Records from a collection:
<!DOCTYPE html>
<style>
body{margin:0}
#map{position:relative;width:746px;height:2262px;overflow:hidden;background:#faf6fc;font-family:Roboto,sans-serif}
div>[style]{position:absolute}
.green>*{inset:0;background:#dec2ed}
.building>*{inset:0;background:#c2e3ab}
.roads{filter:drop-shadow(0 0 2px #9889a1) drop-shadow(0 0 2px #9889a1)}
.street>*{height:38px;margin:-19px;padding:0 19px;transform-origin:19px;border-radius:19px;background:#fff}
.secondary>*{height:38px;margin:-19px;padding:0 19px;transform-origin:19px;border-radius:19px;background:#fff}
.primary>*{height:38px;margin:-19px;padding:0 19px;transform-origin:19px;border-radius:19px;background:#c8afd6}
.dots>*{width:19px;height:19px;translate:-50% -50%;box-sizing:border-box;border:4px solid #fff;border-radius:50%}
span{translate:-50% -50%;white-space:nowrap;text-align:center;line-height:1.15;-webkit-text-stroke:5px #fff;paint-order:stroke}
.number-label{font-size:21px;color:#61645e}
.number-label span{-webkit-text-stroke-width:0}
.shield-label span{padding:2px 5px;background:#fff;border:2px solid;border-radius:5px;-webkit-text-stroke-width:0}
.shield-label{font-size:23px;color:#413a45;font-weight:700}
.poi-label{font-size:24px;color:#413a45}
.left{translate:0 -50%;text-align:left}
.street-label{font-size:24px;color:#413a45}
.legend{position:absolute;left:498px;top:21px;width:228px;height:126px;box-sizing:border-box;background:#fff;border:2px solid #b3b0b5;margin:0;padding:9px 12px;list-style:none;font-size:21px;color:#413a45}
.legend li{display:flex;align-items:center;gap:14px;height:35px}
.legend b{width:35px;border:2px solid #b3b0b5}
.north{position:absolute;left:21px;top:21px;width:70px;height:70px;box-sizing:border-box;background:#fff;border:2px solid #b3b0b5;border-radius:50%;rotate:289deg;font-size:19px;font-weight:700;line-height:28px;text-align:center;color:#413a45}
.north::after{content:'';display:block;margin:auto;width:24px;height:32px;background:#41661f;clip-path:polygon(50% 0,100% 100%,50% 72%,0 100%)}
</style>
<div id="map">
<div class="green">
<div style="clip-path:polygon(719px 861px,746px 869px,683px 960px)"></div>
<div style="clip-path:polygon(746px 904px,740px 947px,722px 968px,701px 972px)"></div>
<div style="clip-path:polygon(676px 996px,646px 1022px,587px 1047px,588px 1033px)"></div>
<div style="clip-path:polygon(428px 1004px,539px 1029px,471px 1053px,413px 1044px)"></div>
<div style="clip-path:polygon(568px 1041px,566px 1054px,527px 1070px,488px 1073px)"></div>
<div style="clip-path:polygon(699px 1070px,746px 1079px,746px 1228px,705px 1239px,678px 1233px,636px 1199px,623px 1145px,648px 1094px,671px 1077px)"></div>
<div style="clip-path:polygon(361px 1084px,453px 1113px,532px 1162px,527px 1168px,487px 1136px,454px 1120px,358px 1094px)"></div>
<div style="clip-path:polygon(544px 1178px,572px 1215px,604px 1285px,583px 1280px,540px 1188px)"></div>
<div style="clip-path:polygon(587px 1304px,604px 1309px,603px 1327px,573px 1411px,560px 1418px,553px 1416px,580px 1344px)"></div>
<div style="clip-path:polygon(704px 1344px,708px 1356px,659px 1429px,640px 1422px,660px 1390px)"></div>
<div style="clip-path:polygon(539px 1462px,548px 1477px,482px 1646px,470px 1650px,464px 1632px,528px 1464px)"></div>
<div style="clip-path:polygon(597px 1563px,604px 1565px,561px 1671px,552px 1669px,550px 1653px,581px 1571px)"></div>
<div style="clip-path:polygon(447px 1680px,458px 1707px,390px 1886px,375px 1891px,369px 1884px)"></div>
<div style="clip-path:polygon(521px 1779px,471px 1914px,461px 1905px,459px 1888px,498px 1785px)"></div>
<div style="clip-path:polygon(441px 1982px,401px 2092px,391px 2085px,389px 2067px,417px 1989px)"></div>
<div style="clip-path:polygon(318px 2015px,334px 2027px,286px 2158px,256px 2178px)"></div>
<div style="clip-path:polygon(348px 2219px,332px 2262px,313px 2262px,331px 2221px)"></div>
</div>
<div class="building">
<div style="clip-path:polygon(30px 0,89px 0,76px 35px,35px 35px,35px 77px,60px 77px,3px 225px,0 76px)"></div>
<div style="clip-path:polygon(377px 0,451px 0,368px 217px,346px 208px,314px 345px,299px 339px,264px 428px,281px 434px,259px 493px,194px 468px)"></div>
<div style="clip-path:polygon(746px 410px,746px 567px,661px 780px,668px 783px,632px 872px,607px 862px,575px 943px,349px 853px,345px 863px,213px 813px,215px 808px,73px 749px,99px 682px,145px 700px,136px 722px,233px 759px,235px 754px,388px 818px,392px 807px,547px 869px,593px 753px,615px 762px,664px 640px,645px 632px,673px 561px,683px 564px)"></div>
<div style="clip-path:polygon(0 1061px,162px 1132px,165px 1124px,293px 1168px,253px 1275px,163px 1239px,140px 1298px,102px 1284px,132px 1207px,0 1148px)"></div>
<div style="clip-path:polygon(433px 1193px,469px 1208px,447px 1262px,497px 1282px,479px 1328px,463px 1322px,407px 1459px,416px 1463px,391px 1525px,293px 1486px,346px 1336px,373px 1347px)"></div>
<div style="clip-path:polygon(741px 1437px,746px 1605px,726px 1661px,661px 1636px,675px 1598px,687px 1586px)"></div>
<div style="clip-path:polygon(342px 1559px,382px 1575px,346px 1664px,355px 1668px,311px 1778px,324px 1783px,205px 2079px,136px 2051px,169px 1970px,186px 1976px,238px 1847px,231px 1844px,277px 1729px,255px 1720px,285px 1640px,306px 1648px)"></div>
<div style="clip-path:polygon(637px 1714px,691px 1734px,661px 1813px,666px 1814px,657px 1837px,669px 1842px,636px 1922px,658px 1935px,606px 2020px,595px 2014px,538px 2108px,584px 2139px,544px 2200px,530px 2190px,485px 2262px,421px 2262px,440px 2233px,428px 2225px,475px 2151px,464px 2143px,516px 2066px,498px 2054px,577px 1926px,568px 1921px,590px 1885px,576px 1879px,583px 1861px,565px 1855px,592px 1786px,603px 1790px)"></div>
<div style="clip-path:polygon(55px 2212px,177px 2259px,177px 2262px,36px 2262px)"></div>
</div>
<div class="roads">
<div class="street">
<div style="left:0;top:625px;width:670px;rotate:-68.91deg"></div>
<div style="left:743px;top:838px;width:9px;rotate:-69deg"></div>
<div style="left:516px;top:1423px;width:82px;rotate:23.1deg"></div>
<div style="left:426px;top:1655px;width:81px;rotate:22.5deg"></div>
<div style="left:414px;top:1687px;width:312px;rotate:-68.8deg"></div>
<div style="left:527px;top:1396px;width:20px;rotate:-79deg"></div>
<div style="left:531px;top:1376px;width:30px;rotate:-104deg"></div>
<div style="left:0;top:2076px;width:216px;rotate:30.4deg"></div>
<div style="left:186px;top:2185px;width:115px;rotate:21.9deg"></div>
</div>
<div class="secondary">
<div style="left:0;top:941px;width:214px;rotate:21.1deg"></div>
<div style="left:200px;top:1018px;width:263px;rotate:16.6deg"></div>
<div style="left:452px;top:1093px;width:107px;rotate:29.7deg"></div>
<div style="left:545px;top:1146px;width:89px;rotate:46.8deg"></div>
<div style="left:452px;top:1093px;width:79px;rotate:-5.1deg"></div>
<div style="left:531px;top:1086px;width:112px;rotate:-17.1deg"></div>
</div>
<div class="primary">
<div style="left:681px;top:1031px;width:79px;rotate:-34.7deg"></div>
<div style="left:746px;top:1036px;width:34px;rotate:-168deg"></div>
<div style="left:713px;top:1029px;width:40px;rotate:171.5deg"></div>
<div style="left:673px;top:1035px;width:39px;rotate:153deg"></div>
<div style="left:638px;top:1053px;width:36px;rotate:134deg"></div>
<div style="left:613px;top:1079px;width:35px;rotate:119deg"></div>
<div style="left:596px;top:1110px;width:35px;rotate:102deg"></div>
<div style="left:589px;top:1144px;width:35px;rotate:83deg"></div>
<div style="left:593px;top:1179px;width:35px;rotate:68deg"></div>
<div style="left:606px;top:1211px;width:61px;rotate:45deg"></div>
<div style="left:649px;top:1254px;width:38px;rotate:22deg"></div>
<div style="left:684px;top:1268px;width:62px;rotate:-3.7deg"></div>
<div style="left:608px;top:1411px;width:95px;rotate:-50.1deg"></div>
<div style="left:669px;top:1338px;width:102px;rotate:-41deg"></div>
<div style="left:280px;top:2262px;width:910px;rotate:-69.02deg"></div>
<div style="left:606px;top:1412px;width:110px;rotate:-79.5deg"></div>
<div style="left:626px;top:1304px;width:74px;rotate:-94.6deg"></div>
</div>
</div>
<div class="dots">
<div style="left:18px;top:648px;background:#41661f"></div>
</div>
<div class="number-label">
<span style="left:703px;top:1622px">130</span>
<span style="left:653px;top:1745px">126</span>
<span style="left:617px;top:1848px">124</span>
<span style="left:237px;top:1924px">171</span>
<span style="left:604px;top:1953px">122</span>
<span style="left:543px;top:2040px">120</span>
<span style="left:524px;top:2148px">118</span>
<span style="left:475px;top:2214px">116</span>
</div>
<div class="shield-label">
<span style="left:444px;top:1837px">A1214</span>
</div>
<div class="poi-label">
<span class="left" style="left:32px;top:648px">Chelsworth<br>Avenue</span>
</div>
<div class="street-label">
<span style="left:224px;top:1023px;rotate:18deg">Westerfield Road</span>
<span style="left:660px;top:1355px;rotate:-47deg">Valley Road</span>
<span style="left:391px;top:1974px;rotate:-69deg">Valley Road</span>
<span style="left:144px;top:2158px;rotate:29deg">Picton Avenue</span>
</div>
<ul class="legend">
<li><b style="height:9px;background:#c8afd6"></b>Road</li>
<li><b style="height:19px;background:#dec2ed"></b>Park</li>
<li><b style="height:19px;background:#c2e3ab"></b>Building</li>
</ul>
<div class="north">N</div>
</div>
* * *
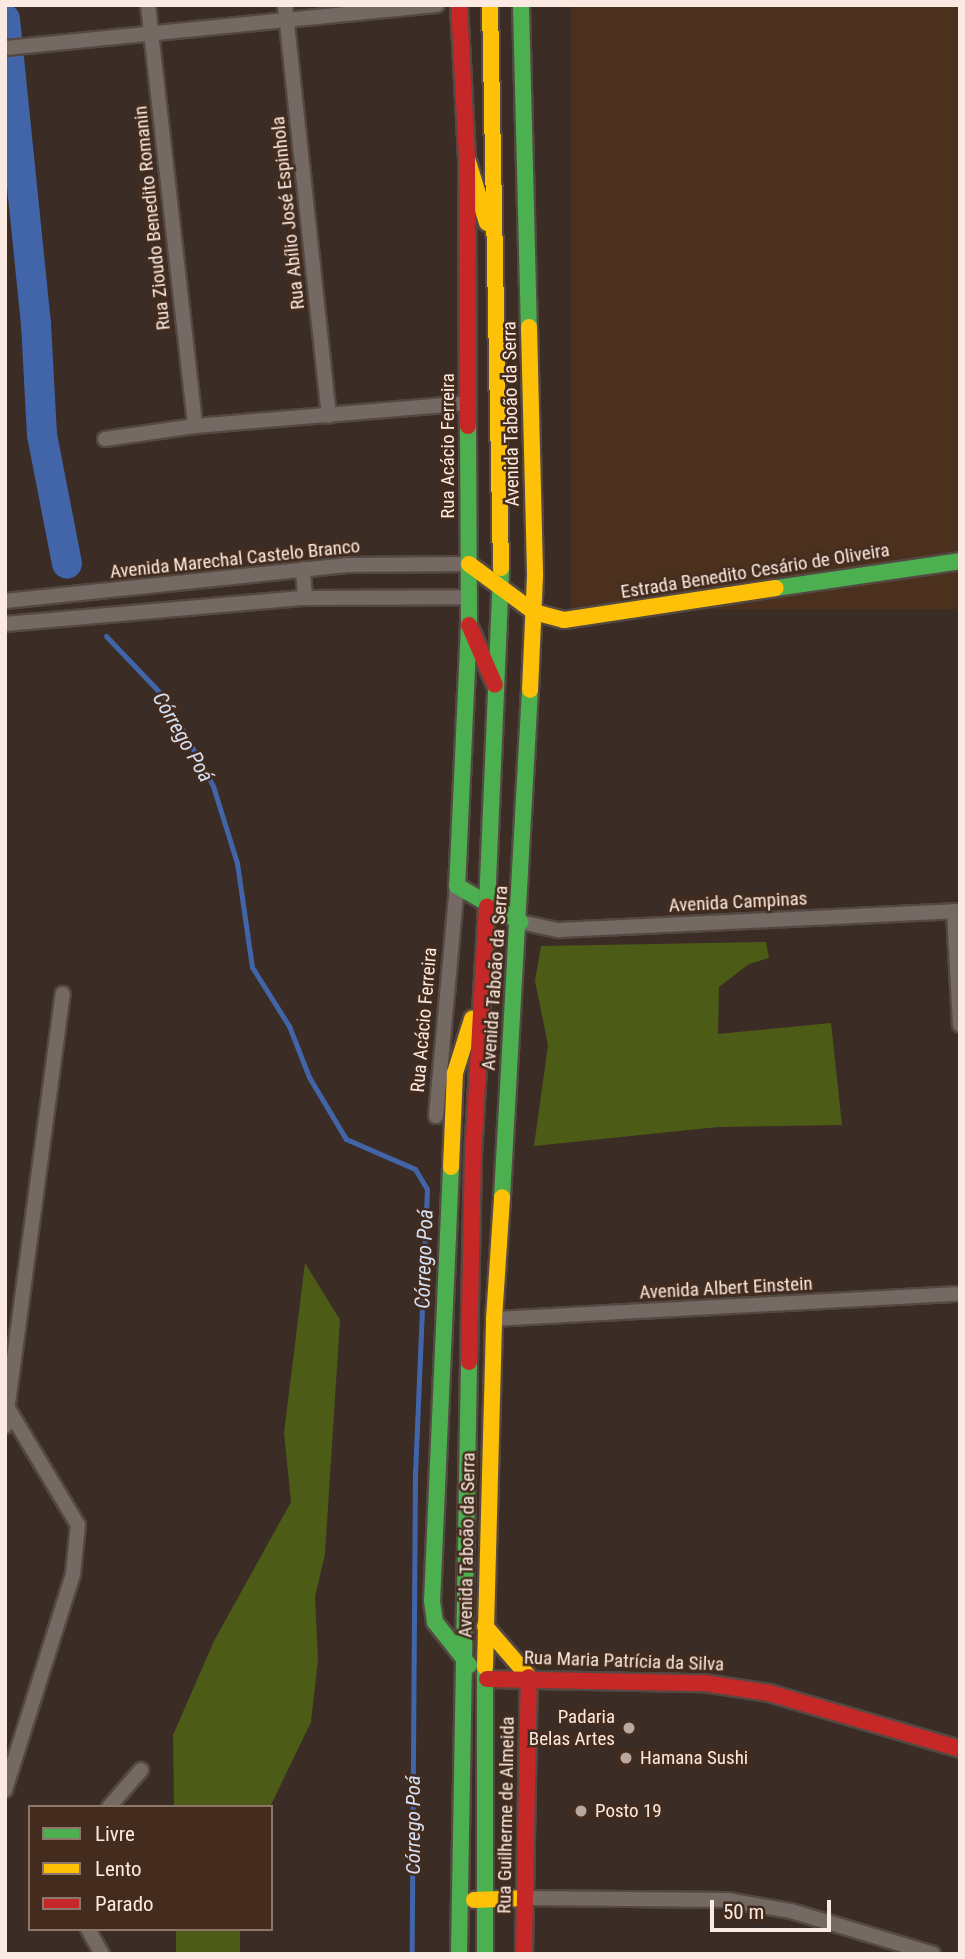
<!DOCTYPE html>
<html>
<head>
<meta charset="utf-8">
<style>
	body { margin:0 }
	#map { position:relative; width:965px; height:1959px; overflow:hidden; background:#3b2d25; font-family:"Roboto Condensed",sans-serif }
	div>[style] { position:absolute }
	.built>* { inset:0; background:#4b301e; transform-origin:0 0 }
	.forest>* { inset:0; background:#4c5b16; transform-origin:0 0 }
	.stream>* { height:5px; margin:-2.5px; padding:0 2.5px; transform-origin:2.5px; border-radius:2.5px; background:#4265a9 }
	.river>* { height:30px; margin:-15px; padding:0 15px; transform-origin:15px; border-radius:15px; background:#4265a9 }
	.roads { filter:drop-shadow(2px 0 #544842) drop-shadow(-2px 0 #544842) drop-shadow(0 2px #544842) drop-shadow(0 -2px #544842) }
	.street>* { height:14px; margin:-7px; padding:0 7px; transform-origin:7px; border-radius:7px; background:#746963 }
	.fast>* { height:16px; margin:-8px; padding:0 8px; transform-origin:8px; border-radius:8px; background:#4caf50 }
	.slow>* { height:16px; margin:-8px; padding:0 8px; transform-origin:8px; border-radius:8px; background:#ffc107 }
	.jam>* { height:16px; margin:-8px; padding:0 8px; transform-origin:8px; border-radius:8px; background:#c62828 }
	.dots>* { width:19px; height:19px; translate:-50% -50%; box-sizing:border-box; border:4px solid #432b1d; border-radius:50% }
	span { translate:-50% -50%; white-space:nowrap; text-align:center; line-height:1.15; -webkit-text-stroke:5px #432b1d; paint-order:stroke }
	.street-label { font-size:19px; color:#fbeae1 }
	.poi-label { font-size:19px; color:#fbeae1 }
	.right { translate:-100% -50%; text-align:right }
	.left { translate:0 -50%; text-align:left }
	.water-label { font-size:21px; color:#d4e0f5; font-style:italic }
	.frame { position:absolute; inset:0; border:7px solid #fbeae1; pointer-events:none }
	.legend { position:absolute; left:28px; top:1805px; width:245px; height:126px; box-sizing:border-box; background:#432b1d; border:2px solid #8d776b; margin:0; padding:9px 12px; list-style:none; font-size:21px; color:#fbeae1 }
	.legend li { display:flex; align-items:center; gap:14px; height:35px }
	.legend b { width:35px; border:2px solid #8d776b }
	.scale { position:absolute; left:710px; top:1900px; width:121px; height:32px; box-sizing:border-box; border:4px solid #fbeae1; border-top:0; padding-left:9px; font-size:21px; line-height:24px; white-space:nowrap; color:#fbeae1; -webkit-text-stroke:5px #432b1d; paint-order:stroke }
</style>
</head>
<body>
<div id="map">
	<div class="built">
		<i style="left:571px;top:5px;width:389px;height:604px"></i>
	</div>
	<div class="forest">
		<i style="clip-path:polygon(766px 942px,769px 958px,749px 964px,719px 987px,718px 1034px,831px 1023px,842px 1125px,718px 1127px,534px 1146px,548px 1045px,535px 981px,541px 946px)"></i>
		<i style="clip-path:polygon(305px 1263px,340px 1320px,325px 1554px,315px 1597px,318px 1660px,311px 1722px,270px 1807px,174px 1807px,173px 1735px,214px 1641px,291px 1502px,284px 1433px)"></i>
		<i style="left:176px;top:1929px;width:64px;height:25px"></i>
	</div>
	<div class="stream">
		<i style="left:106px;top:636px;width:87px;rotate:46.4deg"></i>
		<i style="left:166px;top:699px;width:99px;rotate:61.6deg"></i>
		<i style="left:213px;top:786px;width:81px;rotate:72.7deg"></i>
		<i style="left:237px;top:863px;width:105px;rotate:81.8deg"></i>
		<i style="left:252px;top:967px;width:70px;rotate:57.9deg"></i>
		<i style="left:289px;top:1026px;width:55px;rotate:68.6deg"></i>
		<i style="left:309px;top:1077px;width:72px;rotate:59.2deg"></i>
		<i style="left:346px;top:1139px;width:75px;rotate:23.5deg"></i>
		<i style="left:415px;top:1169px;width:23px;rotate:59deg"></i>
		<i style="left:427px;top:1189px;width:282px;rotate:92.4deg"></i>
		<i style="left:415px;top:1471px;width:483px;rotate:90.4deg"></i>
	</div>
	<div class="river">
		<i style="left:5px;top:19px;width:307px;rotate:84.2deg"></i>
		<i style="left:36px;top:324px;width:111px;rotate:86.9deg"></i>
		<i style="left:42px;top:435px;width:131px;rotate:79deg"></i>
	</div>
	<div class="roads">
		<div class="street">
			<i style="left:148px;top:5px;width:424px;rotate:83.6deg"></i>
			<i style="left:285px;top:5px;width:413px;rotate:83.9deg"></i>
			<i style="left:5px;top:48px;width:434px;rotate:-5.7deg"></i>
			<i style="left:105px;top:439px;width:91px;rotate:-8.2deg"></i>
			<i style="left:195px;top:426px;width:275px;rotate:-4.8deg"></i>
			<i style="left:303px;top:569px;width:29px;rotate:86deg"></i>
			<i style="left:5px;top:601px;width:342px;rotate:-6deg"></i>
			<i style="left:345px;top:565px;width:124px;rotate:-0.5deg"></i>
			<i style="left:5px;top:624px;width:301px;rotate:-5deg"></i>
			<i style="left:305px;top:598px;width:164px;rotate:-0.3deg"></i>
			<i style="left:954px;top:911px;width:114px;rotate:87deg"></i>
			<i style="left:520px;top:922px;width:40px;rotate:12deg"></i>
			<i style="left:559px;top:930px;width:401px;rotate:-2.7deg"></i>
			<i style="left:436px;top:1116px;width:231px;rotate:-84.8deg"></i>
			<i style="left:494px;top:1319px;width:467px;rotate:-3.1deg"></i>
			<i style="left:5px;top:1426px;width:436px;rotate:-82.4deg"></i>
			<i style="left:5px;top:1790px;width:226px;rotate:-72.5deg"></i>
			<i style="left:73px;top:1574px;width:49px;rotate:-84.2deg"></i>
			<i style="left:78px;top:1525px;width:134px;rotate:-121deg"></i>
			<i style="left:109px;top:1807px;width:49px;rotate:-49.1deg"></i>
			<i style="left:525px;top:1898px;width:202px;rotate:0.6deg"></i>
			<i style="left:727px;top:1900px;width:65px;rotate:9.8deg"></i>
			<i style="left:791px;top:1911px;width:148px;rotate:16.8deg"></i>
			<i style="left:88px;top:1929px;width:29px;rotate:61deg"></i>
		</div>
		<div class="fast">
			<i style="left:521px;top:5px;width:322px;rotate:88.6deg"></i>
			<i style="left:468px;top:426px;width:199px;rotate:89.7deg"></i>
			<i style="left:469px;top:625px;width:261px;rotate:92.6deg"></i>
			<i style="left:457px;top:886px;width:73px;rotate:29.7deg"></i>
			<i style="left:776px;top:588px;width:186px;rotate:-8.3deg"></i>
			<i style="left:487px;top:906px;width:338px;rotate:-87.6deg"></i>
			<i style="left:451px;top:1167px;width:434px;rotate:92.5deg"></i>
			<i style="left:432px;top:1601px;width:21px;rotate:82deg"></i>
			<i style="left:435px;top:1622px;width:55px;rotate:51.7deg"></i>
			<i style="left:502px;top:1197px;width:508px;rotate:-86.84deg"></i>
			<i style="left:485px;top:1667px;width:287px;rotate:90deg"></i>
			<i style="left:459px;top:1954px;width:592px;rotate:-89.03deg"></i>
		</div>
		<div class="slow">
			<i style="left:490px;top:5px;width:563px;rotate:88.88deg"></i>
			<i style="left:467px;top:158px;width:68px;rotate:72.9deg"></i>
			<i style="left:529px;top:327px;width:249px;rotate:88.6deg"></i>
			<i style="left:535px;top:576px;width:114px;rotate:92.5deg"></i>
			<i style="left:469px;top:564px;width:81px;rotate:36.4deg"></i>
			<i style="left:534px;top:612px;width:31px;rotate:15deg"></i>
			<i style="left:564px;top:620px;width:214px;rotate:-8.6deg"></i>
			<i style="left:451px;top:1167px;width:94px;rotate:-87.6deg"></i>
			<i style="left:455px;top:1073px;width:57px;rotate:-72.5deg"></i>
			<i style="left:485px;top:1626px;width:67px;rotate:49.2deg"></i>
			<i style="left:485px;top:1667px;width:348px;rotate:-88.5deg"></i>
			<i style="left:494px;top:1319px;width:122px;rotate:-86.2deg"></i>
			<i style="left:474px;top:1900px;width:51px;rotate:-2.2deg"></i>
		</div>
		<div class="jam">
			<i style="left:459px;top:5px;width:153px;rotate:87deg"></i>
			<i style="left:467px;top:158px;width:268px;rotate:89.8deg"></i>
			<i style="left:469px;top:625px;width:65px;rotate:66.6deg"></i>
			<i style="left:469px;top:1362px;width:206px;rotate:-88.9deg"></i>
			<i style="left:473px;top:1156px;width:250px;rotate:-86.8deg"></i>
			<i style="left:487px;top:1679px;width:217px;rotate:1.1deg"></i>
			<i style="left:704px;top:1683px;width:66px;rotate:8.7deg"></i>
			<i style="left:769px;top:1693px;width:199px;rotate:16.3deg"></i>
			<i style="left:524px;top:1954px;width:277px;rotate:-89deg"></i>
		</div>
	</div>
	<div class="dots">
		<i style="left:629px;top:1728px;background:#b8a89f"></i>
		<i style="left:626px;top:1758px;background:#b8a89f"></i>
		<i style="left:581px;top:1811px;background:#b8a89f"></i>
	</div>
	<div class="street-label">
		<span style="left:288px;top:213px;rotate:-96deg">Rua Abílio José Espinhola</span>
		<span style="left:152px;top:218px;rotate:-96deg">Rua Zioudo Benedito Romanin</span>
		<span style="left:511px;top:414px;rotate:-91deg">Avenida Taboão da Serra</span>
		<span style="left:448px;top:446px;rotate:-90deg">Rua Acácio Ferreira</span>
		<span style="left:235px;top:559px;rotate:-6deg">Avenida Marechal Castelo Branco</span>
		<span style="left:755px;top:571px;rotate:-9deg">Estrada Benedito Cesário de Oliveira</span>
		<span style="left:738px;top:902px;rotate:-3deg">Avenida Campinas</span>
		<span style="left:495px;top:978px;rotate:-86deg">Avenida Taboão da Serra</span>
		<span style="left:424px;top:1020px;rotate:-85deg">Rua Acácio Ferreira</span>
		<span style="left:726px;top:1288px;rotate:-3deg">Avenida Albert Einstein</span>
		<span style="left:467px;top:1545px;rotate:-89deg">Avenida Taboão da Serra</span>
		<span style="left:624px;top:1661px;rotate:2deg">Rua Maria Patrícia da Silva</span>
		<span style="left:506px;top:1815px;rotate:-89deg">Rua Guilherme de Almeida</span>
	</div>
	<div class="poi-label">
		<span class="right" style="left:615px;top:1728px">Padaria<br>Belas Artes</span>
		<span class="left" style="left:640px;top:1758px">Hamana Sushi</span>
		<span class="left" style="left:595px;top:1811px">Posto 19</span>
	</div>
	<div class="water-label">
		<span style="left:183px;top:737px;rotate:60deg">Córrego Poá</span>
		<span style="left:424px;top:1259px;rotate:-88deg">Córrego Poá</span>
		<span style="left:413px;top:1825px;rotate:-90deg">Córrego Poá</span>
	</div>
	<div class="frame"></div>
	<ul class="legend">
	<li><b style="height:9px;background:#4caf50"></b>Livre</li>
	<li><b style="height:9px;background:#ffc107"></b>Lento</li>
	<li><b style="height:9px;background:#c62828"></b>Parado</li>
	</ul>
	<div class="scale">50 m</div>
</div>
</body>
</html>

TASK DETAILS
Using the data above, report the number of lines that contain the string "items", and only that number.

EXERCISE OUTPUT
2